İş güvenliği eğitimlerinde sıkça bahsedilir, bir yangının çıkması için üç şeye ihtiyaç vardır: Yanıcı madde, ısı ve oksijen. Yanıcı maddenin Fransa ve ısının da göçmenlerin yüzyıllık ezilmişliği ve öfkesi olduğunu haberlerden görebiliyoruz. Peki, oksijen? Yani yangın için uygun atmosfer şartları? İşte bu şartların nasıl hâsıl olduğunu anlamak için yüzünüzü Afrika’ya çevirmeniz gerekir.
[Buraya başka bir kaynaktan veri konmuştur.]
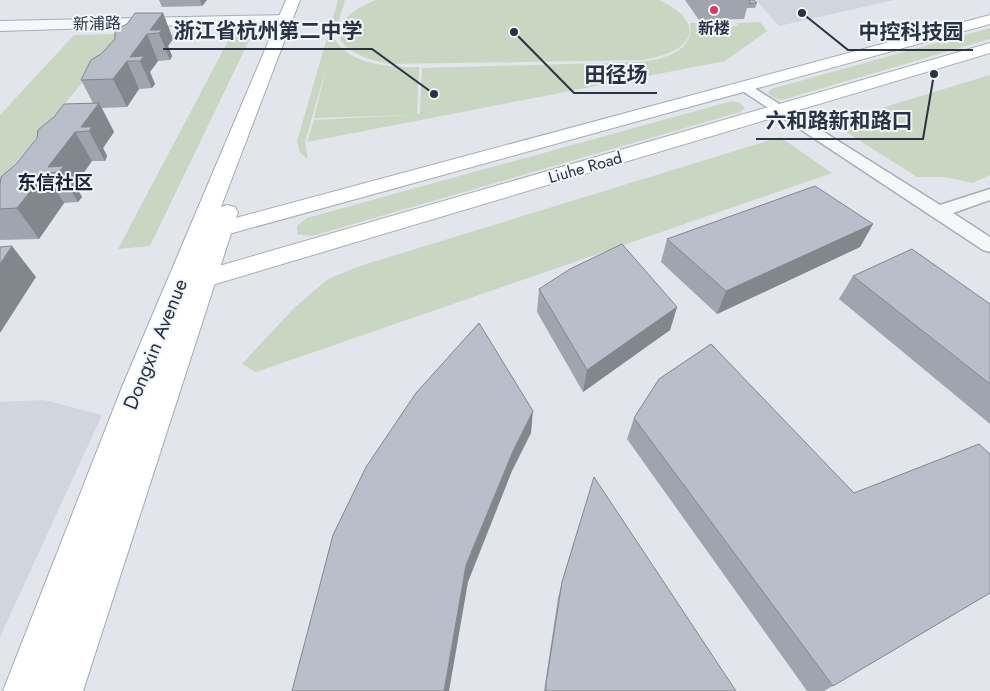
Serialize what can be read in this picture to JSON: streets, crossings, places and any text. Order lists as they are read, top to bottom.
{
  "streets": {
    "main road": ["Liuhe Road", "Dongxin Avenue"],
    "street": ["新浦路"]
  },
  "crossings": [
    ["新浦路", "Dongxin Avenue"],
    ["Liuhe Road", "Dongxin Avenue"]
  ],
  "districts": ["东信社区"],
  "places": [
    "新楼",
    "中控科技园",
    "田径场",
    "六和路新和路口",
    "浙江省杭州第二中学"
  ]
}
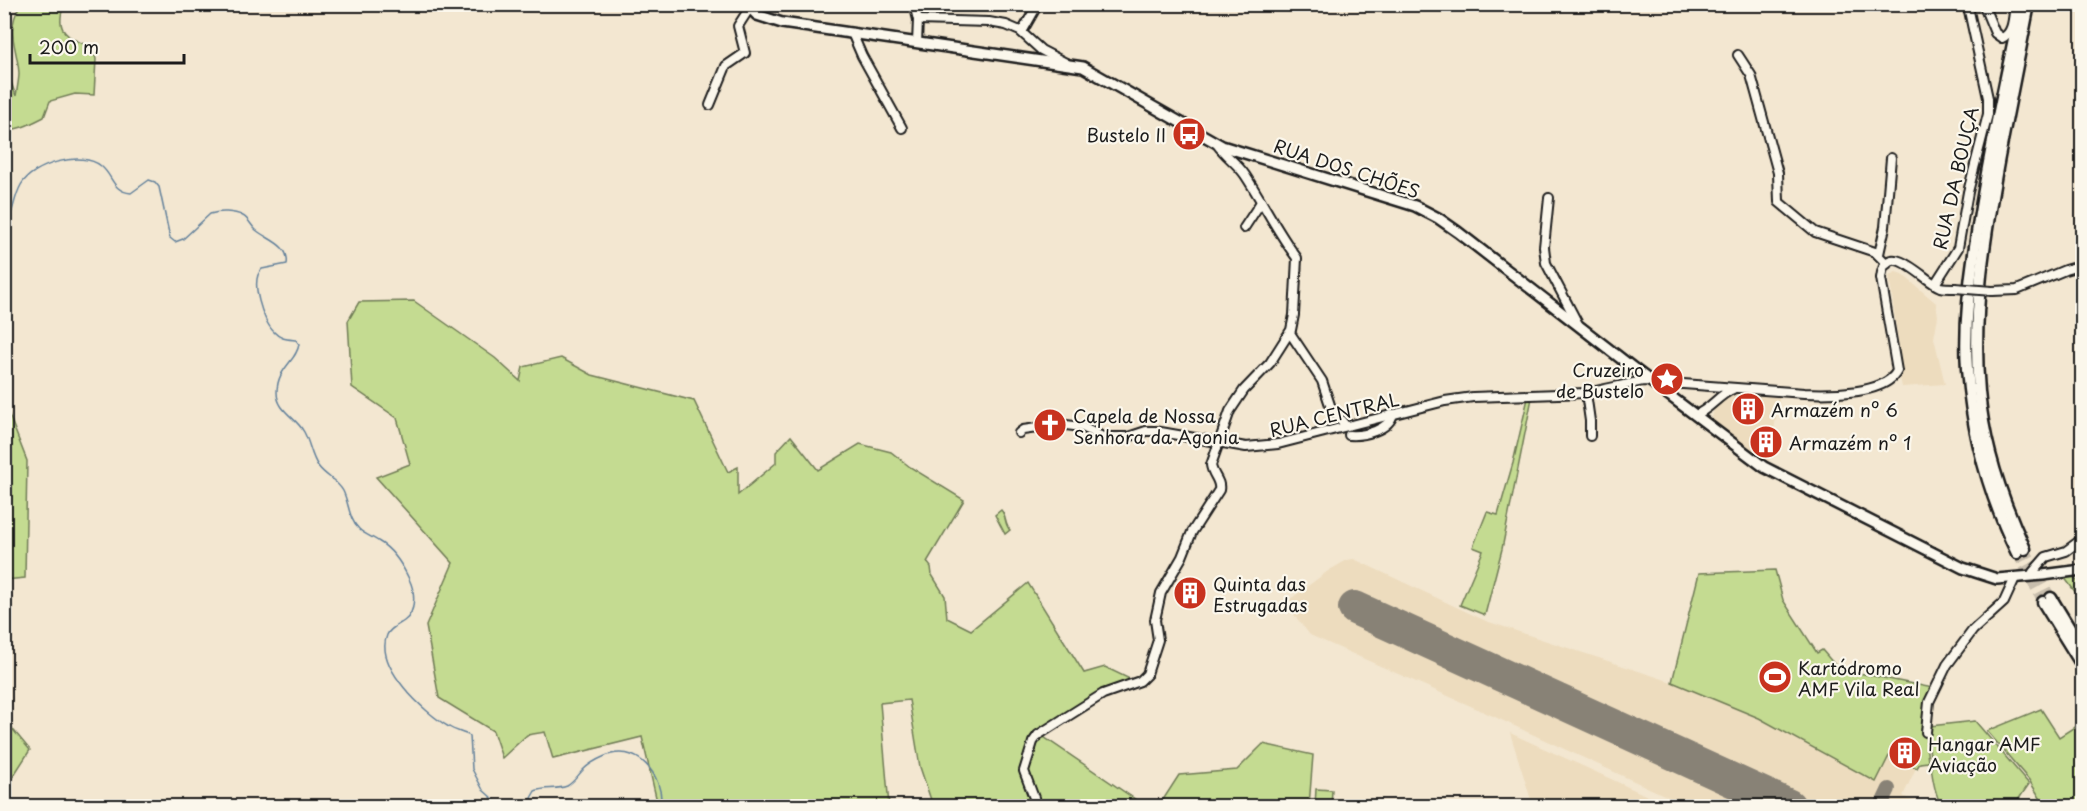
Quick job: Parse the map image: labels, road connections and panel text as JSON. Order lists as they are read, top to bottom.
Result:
{
  "streets": {
    "main road": ["RUA DOS CHÕES"],
    "street": ["RUA DA BOUÇA", "RUA CENTRAL"]
  },
  "crossings": [
    ["RUA DOS CHÕES", "RUA CENTRAL"]
  ],
  "places": {
    "bus stop": ["Bustelo II"],
    "place": ["Cruzeiro de Bustelo"],
    "building": [
      "Armazém nº 6",
      "Armazém nº 1",
      "Quinta das Estrugadas",
      "Hangar AMF Aviação"
    ],
    "church": ["Capela de Nossa Senhora da Agonia"],
    "sports": ["Kartódromo AMF Vila Real"]
  },
  "scale_bar": "200 m"
}
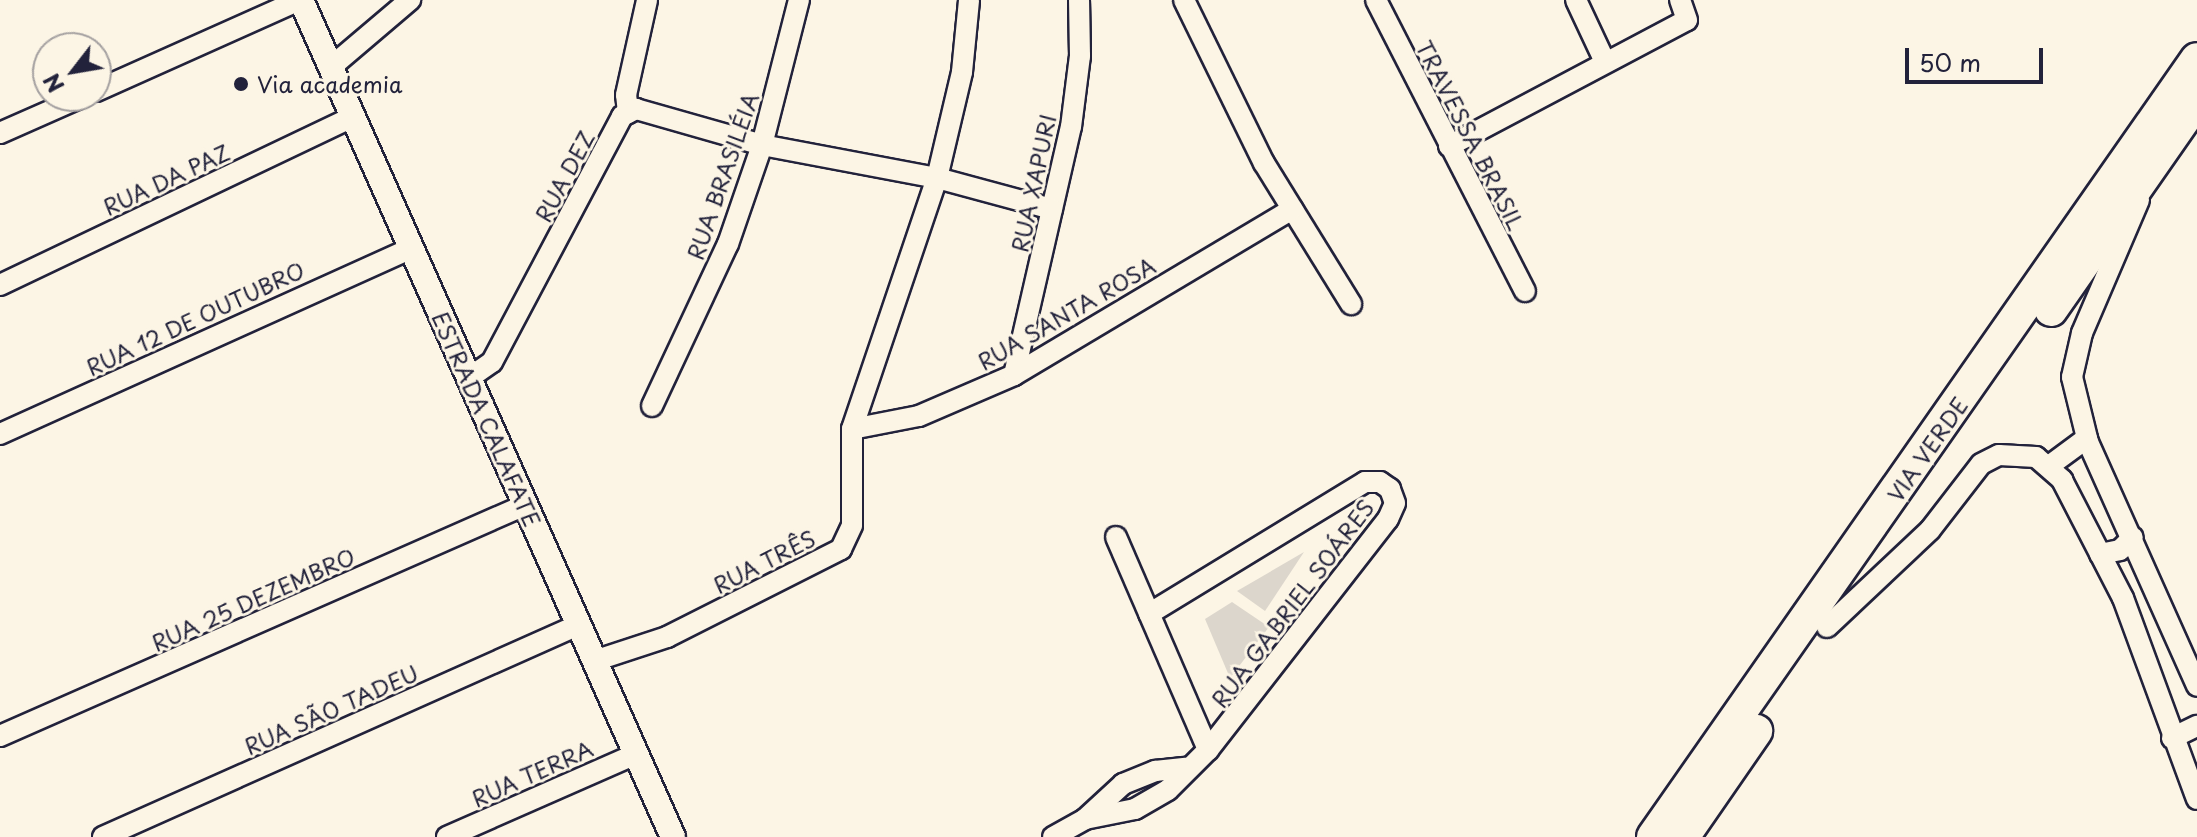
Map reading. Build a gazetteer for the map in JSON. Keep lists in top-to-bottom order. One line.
{"streets":{"main road":["VIA VERDE"],"street":["TRAVESSA BRASIL","RUA DEZ","RUA BRASILÉIA","RUA DA PAZ","RUA XAPURI","RUA SANTA ROSA","RUA 12 DE OUTUBRO","ESTRADA CALAFATE","RUA TRÊS","RUA 25 DEZEMBRO","RUA GABRIEL SOÁRES","RUA SÃO TADEU","RUA TERRA"]},"crossings":[["RUA DEZ","ESTRADA CALAFATE"],["RUA DA PAZ","ESTRADA CALAFATE"],["RUA XAPURI","RUA SANTA ROSA"],["RUA SANTA ROSA","RUA TRÊS"],["RUA 12 DE OUTUBRO","ESTRADA CALAFATE"],["ESTRADA CALAFATE","RUA TRÊS"],["ESTRADA CALAFATE","RUA 25 DEZEMBRO"],["ESTRADA CALAFATE","RUA SÃO TADEU"],["ESTRADA CALAFATE","RUA TERRA"]],"places":["Via academia"],"scale_bar":"50 m","north":"bottom left"}
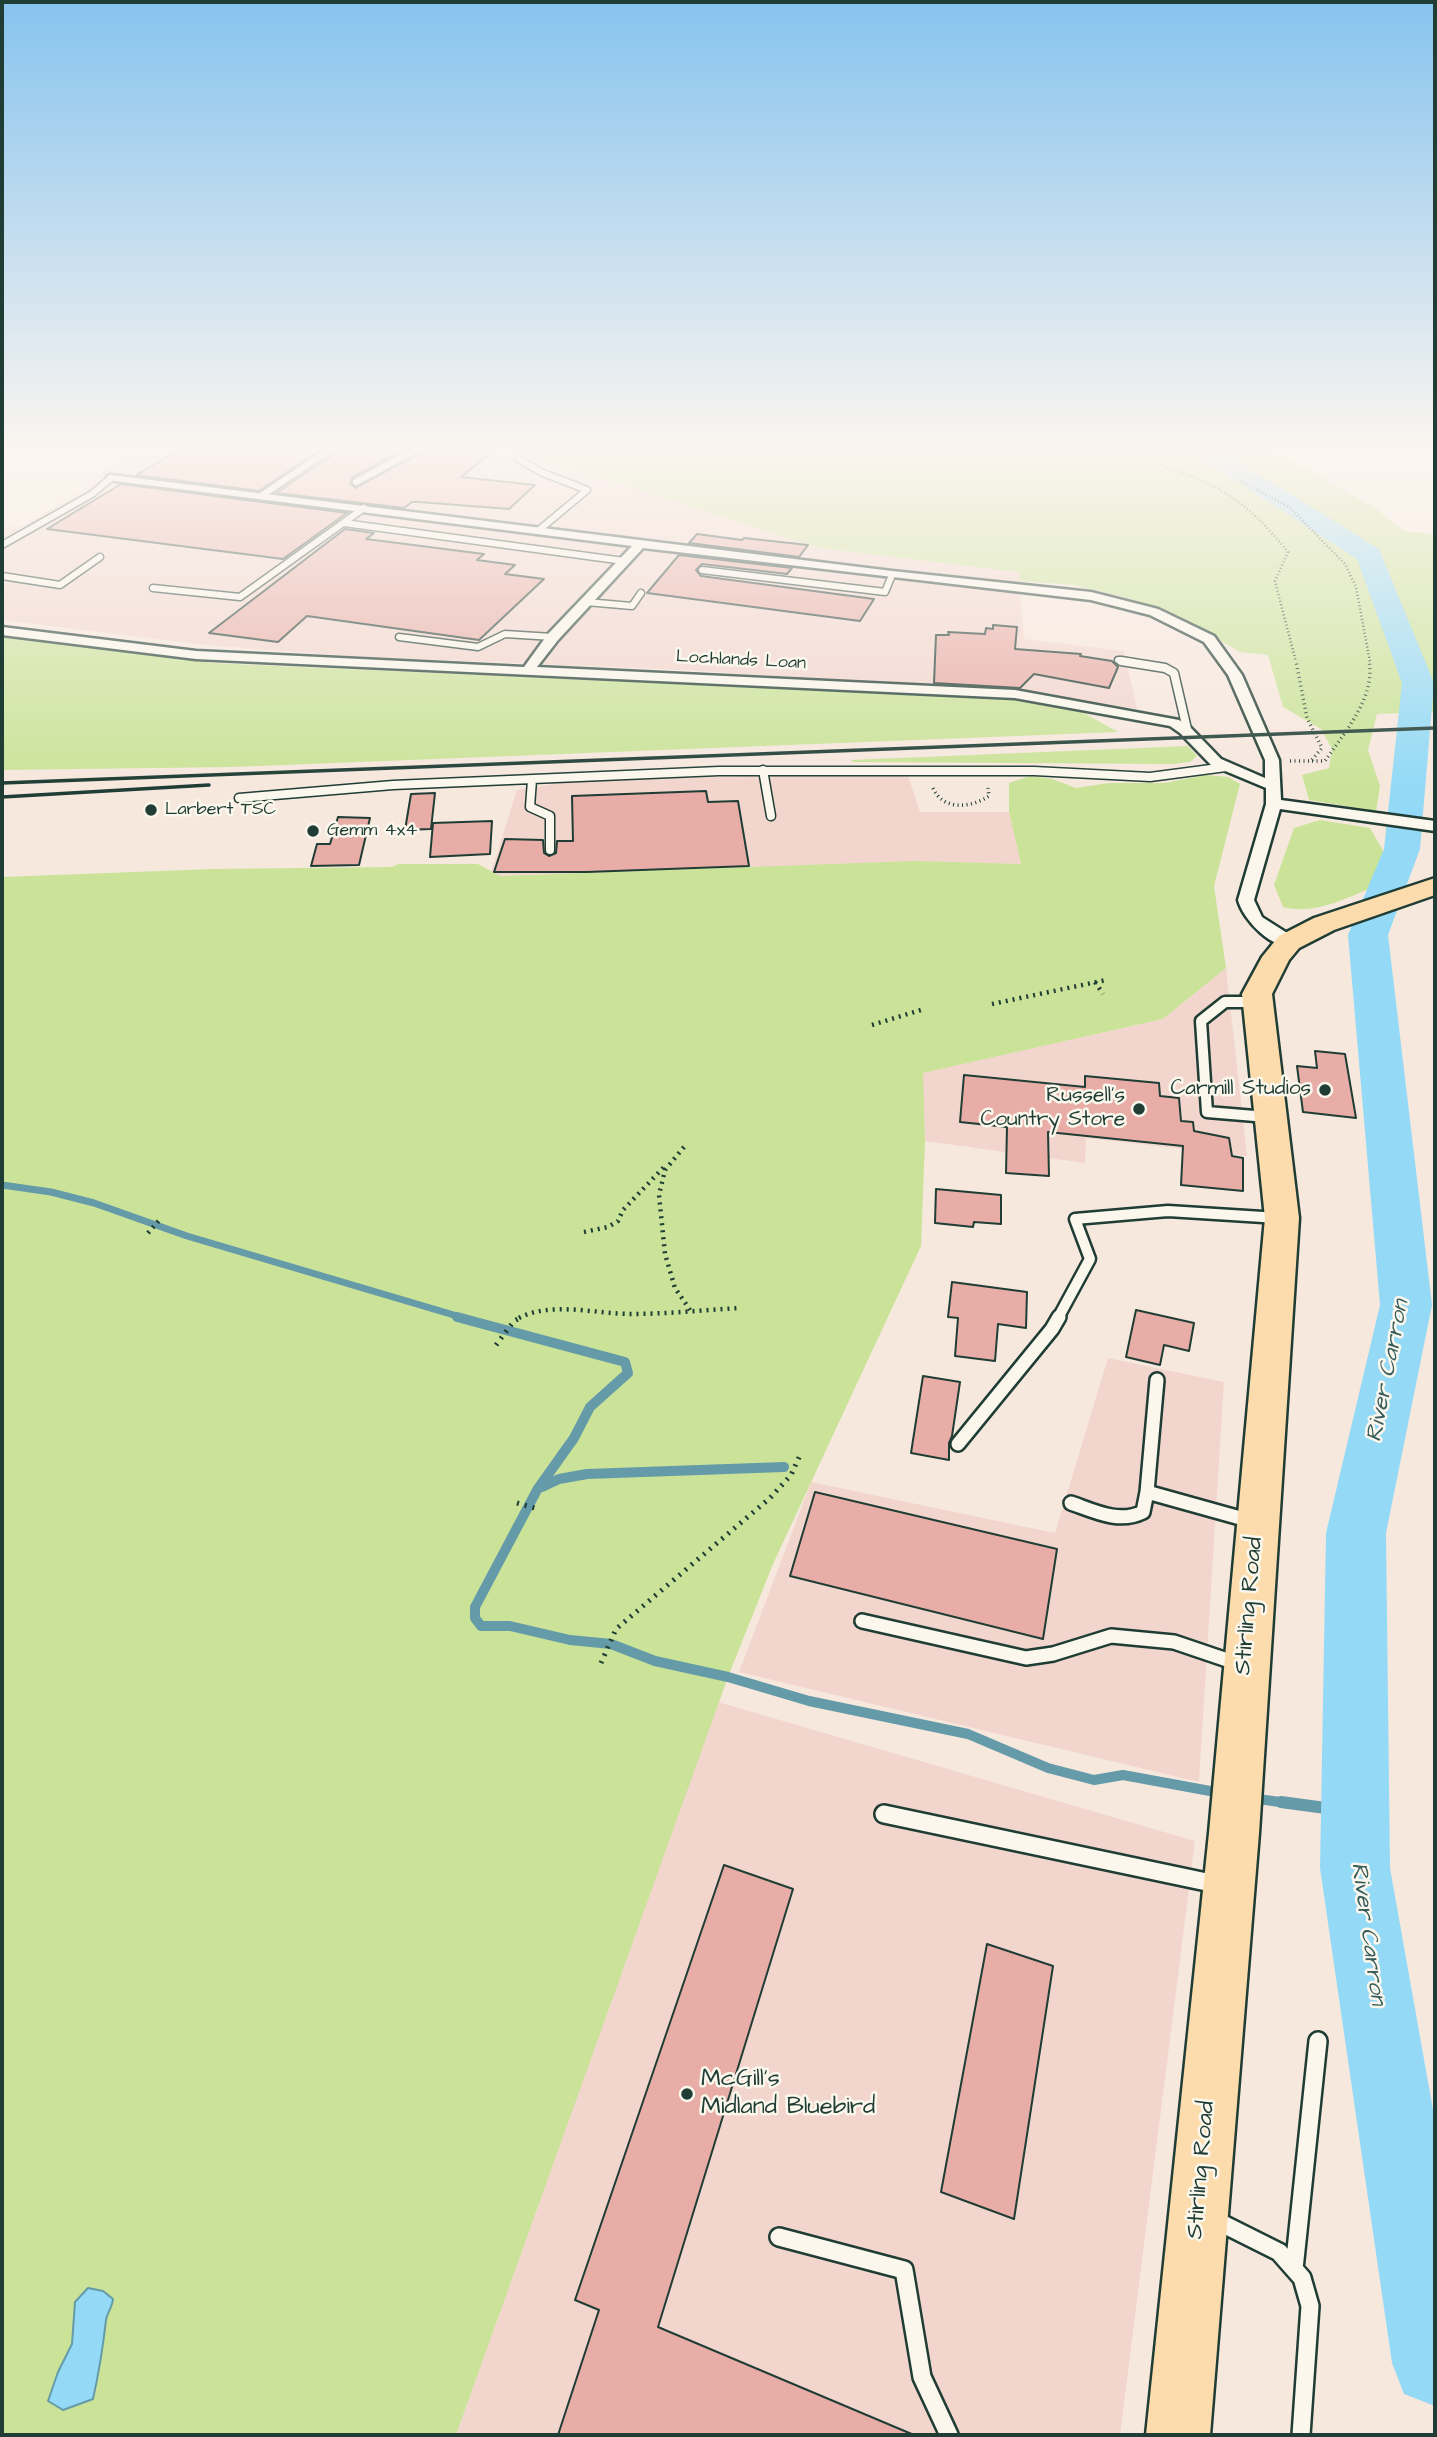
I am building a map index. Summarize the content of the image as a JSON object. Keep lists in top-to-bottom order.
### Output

BİRKAÇ sene evveldi, Erdoğan, Kuzey Afrika ülkesi Cezayir’i ziyaret etmişti. Resmî ziyarette Cezayir Cumhurbaşkanı Abdulaziz Buteflika ile görüşmüşlerin ardından da birlikte gazetecilerin sorularını cevaplamışlardı.

Bu soru-cevap faslında “kurulmuş” bir gazeteci -niyeti Erdoğan’ı köşeye sıkıştırmak olmalı- Fransızca olarak şu mealde bir soru sormuştu: “Osmanlı Devleti bilmem kaç sene Cezayir’i sömürdü. Türkiye Cezayir’i sömürge olarak mı görüyor?”

Sorunun tercüme edilmesinden sonra Erdoğan kuşu kondurmuştu hem gazeteciye(!), hem de ta o günden Fransa’ya: “Osmanlı Cezayir’i sömürmüş olsaydı bugün bu soruyu bana Fransızca değil, Türkçe sorardın.”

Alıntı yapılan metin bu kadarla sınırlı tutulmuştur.